Ces demoiselles ont d’abord connu les machines à laver à cuve-tonneau en bois actionnées à l’énergie vapeur par roues et courroies (cheveux noués et foulard étaient de rigueur dans l’atelier pour éviter les accidents).
Quant au travail par lui-même, on introduisait d’abord l’eau chaude et le savon dans la cuve puis le linge pour l’opération du brassage/nettoyage. Le progrès a fait son œuvre et les cuves métalliques ont remplacé les cuves en bois quelques années plus tard, elles étaient actionnées par motorisation électrique et la cuve chauffait l’eau directement. Après lavage le linge était extrait et rincé à l’eau claire en ajoutant quelquefois une touche de « bleu » une poudre dont on se servait pour raviver la blancheur du linge.
Ensuite venait l’opération d’essorage, là aussi la machine a remplacé l’opération manuelle il fallait alors faire passer le linge entre deux gros cylindres de caoutchouc qui tournaient en sens inverse pour l’essorer (il ne fallait pas y laisser les mains…) Le séchage et blanchiment étaient bien souvent effectués à l’air libre, le linge parfois étendu à même le sol dans les prés avoisinants quand le temps le permettait.
Là également, l’évolution technique a fait naitre les séchoirs industriels qui généraient dans l’atelier une température difficilement supportable amplifiée par la chaleur des fers à repasser en fonte d’acier, de toutes tailles et formes, lesquels chauffaient en permanence sur les plaques d’un grand foyer.
La température adéquate était estimée « au jugé » par les repasseuses qui approchaient les fers de leurs joues pour l’apprécier. Cette opération du repassage était la plus délicate, notamment pour certaines pièces de linge comme les chemises (souvent à jabots) ou les pièces de lingerie féminine.
Repasseuse était un métier à part entière et il fallait faire ses preuves pour obtenir le titre. Il ne fallait pas flâner mais au contraire toujours se presser, dans cette atmosphère de chaleur et d’humidité pour assurer la restitution du linge du jour au lendemain et quelquefois dans la journée même, mais ceci toujours dans la bonne ambiance familiale qui régnait dans la plupart de ces petites entreprises du Marais.

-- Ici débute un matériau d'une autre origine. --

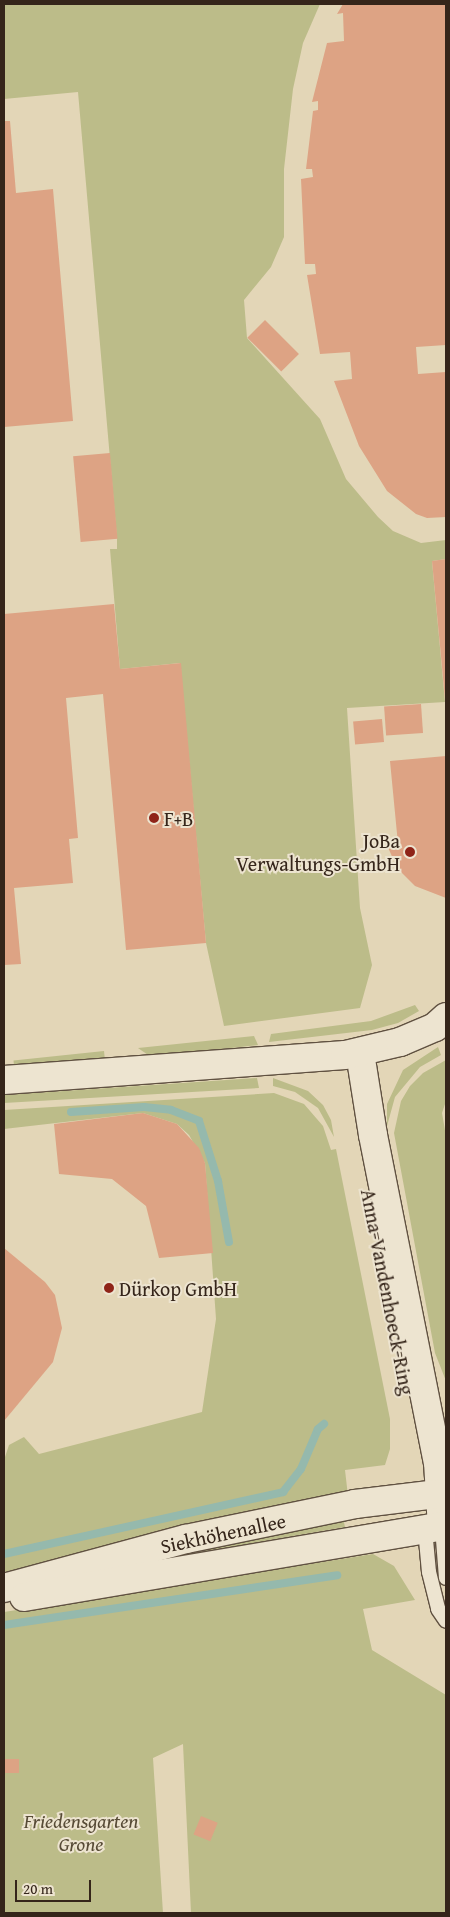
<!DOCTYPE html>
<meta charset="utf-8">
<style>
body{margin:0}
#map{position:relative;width:450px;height:1917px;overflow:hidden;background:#e3d6b7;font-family:"Gentium Book Plus",serif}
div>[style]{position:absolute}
.green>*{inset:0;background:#bcbc89;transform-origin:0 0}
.stream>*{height:8px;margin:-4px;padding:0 4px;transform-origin:4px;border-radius:4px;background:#95b9ad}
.building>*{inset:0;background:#dda384;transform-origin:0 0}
.roads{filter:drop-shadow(1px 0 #605141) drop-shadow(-1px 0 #605141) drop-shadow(0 1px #605141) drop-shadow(0 -1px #605141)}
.service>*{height:14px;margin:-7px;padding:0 7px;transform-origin:7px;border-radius:7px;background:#ede4d0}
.minor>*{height:28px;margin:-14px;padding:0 14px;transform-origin:14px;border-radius:14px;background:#ede4d0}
.secondary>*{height:28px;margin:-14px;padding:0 14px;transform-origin:14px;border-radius:14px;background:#ede4d0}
.dots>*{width:14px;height:14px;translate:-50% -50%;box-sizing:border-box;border:2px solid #ede4d0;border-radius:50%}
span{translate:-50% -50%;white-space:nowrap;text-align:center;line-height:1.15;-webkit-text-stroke:4px #ede4d0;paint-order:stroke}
.poi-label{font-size:20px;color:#35251a}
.left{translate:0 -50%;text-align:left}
.right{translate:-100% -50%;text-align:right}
.street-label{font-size:20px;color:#35251a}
.park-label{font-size:20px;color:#574b36;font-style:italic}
.frame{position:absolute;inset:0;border:5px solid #35251a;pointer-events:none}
.scale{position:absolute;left:15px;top:1880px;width:76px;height:22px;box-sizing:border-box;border:2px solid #35251a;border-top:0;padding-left:6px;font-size:15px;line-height:18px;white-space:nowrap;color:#35251a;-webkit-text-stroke:4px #ede4d0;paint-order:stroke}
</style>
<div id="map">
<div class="green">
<i style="clip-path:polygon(4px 4px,320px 4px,303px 43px,293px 89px,284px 169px,284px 237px,271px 267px,244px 300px,247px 338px,320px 419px,346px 479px,378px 517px,393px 531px,421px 543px,446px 540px,446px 559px,432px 561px,445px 702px,347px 708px,360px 908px,372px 965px,360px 1008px,224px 1026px,206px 943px,180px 663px,120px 669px,110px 549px,117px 549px,117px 539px,78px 92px,4px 99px)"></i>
<i style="clip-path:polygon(415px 1005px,419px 1011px,398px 1023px,372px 1030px,269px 1042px,271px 1034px,371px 1021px)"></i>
<i style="clip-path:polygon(254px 1036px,258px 1045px,151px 1057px,138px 1048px)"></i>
<i style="clip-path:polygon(438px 1047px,441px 1055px,420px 1067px,395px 1097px,387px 1126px,387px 1104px,403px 1070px)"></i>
<i style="left:104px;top:1051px;width:9px;height:91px;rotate:84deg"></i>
<i style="clip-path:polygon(446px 1060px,446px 1101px,442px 1113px,446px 1136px,446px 1381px,435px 1353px,394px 1133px,401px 1101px,410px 1086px,423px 1073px)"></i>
<i style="clip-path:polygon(257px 1078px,259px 1088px,4px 1103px,4px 1095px)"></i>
<i style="clip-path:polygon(273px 1078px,308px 1091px,323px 1105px,331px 1120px,334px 1137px,318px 1108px,295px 1092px,273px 1086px)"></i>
<i style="clip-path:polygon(274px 1093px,304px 1104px,323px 1126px,331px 1150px,336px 1149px,390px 1419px,390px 1449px,385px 1465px,345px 1470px,348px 1496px,4px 1572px,4px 1460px,9px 1445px,24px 1437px,39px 1454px,202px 1412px,216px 1319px,205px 1163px,189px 1135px,177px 1124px,143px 1113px,4px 1129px,4px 1110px)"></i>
<i style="clip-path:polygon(343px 1518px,345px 1527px,85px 1572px)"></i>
<i style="clip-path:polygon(373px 1554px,394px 1566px,415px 1600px,363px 1609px,372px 1650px,446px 1695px,446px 1913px,191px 1913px,183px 1744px,153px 1758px,163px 1913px,4px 1913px,4px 1612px)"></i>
</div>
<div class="stream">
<i style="left:71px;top:1112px;width:73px;rotate:-3.9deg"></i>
<i style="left:144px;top:1107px;width:27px;rotate:6deg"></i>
<i style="left:171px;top:1110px;width:30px;rotate:21deg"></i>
<i style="left:199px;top:1121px;width:63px;rotate:72.4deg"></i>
<i style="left:218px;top:1181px;width:62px;rotate:79.8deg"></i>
<i style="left:4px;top:1554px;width:286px;rotate:-12.5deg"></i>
<i style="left:283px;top:1492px;width:29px;rotate:-52deg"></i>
<i style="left:301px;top:1469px;width:43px;rotate:-67deg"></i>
<i style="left:318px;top:1429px;width:8px;rotate:-40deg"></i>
<i style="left:4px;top:1625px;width:337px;rotate:-8.5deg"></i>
</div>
<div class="building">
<i style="clip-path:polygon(343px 4px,446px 4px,446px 345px,416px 347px,418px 374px,446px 372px,446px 517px,427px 518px,416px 514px,387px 491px,359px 446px,334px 381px,352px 379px,350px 352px,320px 354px,307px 275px,316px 274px,315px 264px,305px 264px,301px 179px,313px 177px,312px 169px,306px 169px,313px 111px,318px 110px,318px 101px,312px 102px,327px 43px,344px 41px,343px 13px,337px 14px)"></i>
<i style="clip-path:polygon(4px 121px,10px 121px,16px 193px,53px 189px,73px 421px,4px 427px)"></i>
<i style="left:265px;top:320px;width:48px;height:25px;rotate:45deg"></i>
<i style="left:110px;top:453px;width:86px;height:37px;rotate:85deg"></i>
<i style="clip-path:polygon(446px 559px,446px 699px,445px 699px,432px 561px)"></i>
<i style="clip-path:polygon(114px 604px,120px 669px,181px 663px,206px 943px,126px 950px,103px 694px,66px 698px,78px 838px,69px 839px,73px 883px,14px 888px,21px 964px,4px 965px,4px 614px)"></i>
<i style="left:421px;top:704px;width:29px;height:37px;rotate:86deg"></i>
<i style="left:382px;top:719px;width:23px;height:29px;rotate:85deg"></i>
<i style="clip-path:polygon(446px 756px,446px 898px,415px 886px,397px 868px,387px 845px,398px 844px,390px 761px)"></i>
<i style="clip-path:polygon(143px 1113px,177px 1124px,199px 1148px,205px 1163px,213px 1253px,159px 1258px,146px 1206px,112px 1179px,59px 1174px,54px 1124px)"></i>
<i style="clip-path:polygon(4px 1248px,45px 1282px,55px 1295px,62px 1328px,53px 1362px,4px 1421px)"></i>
<i style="left:5px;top:1759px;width:14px;height:14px"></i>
<i style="left:201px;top:1816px;width:18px;height:20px;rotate:22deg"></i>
</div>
<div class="roads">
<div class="service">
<i style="left:442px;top:1527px;width:51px;rotate:85.5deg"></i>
<i style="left:425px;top:1529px;width:43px;rotate:84.7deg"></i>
<i style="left:429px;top:1572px;width:38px;rotate:76deg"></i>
<i style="left:438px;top:1609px;width:14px;rotate:56deg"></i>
</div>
<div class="minor">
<i style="left:360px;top:1053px;width:83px;rotate:81deg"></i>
<i style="left:373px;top:1135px;width:333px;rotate:78.8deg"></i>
<i style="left:438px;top:1462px;width:65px;rotate:86.5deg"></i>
<i style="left:4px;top:1080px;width:342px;rotate:-4.2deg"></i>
<i style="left:345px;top:1055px;width:57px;rotate:-13.3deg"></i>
<i style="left:400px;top:1042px;width:38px;rotate:-23deg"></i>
<i style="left:435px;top:1027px;width:15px;rotate:-42deg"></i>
</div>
<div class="secondary">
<i style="left:4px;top:1588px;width:188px;rotate:-15.1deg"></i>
<i style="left:186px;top:1539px;width:173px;rotate:-11.7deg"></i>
<i style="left:355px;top:1504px;width:92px;rotate:-6.9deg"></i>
<i style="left:24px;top:1597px;width:428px;rotate:-9.6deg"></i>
</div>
</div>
<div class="dots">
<i style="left:154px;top:818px;background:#8f2418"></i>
<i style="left:410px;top:852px;background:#8f2418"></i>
<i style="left:109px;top:1288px;background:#8f2418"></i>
</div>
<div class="poi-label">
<span class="left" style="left:164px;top:818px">F+B</span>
<span class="right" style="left:400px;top:852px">JoBa<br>Verwaltungs-GmbH</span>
<span class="left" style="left:119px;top:1288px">Dürkop GmbH</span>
</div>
<div class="street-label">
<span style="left:388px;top:1292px;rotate:79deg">Anna-Vandenhoeck-Ring</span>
<span style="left:223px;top:1533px;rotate:-12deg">Siekhöhenallee</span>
</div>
<div class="park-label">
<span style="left:81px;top:1832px">Friedensgarten<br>Grone</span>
</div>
<div class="frame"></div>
<div class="scale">20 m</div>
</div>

Au début du XX° siècle, donner son linge à laver était plutôt réservé à la bourgeoisie ou tout au moins à une certaine catégorie sociale.
Les collectivités et les commerçants étaient également des clients importants.
On allait chercher le linge sale et on le rapportait lavé, séché et repassé d’abord en voitures à chevaux et par la suite en véhicules à moteurs.
Toute une époque….
De nos jours la vie a bien changé, chacun possédant en principe son lave-linge et bien souvent son sèche-linge, de grandes améliorations du confort personnel mais qui, en conséquence, ont conduit à la disparition de ces petites blanchisseries artisanales.